I love relating to our backyard bluebirds with a little whistle and a live meal worm treat! The DRIED meal worms are a great treat if that is all that you have around. The bluebirds do love them and you can attract those lovely creatures to one of your boxes by placing them in a little plastic salad dressing cup secured on top of the box you want them to adopt. But compared to LIVE meal worms, it is like offering crackers when you could be serving them prime rib steak!
So why not grow my own meal worms? Then I would have plenty of live juicy meal worms to encourage and entice bluebirds to pick our back yard to make a nest, lay a clutch of eggs, and hatch a family of chicks. This is the question that I answered with an action plan! There is nothing sweeter than having a bluebird family in your back yard! It makes me smile just thinking about it now! But you have to really love bluebirds to get involved in raising the snacks they love best ….live meal worms! And I do love these birds!

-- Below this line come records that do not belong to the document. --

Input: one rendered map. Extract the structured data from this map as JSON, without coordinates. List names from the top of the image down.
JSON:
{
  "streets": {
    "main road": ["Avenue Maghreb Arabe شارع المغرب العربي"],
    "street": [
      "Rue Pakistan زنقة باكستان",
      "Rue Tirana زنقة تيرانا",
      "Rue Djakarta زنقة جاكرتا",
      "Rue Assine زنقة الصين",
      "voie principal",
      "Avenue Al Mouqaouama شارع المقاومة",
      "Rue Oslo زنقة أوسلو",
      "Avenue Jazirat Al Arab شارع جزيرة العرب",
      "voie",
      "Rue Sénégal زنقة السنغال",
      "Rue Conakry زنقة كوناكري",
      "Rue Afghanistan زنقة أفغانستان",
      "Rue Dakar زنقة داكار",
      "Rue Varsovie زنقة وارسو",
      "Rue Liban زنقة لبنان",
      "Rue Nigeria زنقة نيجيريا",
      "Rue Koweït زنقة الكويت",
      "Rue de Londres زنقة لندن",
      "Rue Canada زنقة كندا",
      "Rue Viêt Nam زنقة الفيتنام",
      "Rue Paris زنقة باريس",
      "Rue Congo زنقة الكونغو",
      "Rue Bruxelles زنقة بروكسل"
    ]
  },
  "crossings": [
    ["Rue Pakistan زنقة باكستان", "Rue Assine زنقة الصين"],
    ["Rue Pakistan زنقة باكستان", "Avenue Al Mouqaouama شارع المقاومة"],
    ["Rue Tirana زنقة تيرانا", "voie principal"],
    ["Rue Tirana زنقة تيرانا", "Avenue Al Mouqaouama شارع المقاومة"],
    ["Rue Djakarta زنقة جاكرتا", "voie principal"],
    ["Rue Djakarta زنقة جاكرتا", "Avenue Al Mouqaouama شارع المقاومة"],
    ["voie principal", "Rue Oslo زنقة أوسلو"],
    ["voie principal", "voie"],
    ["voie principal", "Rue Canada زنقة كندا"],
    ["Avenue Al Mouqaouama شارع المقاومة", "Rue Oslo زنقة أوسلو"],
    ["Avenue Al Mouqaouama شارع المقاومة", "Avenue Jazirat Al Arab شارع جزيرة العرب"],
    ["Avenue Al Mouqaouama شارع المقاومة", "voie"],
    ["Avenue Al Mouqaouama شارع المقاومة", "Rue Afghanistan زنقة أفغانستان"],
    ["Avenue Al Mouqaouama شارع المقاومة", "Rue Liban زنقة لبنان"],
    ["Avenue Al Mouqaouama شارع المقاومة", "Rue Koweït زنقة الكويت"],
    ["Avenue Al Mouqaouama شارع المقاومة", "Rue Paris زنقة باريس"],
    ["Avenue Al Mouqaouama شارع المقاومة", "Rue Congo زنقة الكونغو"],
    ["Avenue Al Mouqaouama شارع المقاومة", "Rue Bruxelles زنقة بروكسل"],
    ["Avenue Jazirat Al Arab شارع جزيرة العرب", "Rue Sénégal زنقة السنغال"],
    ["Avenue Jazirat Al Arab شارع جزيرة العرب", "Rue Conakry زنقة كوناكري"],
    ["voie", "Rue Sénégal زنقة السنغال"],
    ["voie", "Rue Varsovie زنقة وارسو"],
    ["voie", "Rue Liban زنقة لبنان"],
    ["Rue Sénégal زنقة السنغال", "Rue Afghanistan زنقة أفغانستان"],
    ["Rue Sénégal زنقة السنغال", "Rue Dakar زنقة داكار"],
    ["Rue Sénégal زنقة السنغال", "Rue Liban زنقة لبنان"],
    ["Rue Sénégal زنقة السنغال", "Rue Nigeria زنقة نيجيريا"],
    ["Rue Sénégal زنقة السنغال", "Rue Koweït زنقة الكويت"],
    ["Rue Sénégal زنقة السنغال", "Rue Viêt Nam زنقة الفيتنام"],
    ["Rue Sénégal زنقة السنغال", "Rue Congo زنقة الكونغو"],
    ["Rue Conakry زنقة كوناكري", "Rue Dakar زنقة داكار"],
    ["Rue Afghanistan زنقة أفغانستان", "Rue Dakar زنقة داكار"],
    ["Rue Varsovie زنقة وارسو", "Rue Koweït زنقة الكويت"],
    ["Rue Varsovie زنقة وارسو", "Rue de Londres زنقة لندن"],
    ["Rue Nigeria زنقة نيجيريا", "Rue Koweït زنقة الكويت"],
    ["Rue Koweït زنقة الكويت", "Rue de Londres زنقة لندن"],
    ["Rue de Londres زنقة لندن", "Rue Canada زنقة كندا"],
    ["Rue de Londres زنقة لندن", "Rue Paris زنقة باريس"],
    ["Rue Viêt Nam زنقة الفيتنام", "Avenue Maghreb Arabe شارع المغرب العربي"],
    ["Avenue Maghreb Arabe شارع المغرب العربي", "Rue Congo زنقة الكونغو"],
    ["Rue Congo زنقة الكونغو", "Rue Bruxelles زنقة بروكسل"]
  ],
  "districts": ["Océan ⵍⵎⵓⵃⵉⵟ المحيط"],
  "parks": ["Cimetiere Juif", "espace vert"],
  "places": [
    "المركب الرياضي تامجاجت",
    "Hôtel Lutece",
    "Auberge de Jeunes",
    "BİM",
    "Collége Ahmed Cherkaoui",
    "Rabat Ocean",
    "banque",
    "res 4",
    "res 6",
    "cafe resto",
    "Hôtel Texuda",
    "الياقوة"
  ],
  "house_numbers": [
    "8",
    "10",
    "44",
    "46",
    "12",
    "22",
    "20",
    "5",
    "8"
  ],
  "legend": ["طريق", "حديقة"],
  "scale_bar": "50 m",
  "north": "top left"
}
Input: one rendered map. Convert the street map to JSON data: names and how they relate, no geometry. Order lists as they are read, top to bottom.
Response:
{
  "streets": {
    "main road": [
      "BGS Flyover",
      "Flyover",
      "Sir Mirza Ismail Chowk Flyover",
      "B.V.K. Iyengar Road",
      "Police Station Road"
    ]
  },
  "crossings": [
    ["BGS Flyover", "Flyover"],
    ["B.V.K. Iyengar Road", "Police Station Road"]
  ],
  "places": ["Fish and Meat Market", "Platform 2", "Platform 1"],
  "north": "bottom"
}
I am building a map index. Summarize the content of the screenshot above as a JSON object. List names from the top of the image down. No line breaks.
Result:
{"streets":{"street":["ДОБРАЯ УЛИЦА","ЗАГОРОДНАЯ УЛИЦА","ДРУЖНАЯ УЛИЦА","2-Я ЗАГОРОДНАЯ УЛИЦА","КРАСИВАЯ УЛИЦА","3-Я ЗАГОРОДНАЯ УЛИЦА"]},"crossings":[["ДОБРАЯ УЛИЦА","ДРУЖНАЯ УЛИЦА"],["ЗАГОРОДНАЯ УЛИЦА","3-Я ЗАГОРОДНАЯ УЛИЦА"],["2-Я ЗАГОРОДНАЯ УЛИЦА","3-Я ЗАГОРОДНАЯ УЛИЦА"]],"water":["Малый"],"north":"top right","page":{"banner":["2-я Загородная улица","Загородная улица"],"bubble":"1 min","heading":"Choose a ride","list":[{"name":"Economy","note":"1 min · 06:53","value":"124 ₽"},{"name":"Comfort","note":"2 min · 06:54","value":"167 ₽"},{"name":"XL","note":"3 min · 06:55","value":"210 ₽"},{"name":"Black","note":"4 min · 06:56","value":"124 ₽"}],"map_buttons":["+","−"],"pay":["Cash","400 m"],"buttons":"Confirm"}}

This past winter proved to be very hard in Lancaster County with all the snow and ice. Starting my own meal worm farm gave me something to nurture and observe each evening as the weatherman was predicting yet another snow storm. The winter flew by as I watched the life cycle of the darkling beetle. Another bluebird lover, Carolyn Martin, shared some of her live worms with me to start my farm. You may have a friend like Carolyn or simply purchase one or two hundred live meal worm larvae at your local pet store to get a culture started. For less than $10. you can create your own farm.
I provided the worms (actually they are larvae) a comfortable home in a 9X12 plastic container with small holes drilled into the lid for air and added an inch of wheat bran, oat meal, or chicken feed to the bottom. A few small pieces of carrot, apple, potato, or lettuce were needed to supply moisture. Then I watched the larvae eat, molt and grow into adults who would soon change into pupae. After the pupae lay dormant for a week or two, they magically change into darkling beetles. For the next several months these beetles would eat and mate and lay thousands of eggs to start the cycle all over again.
Carolyn suggested that the beetles love to lay those hundreds even thousands of eggs on pieces of wool. So I cut up my husband’s wool socks and watched tiny eggs accumulate on those 4″X 4″ wool pieces. Those tiny eggs after about two weeks hatched into teeny, tiny, almost microscopic sized larvae. I needed a magnifying glass to even see the baby hatchlings. I guess I should not have been so surprised that those little larvae took up to two months to eat, grow, and molt into an adult size that would make a decent Bluebird snack!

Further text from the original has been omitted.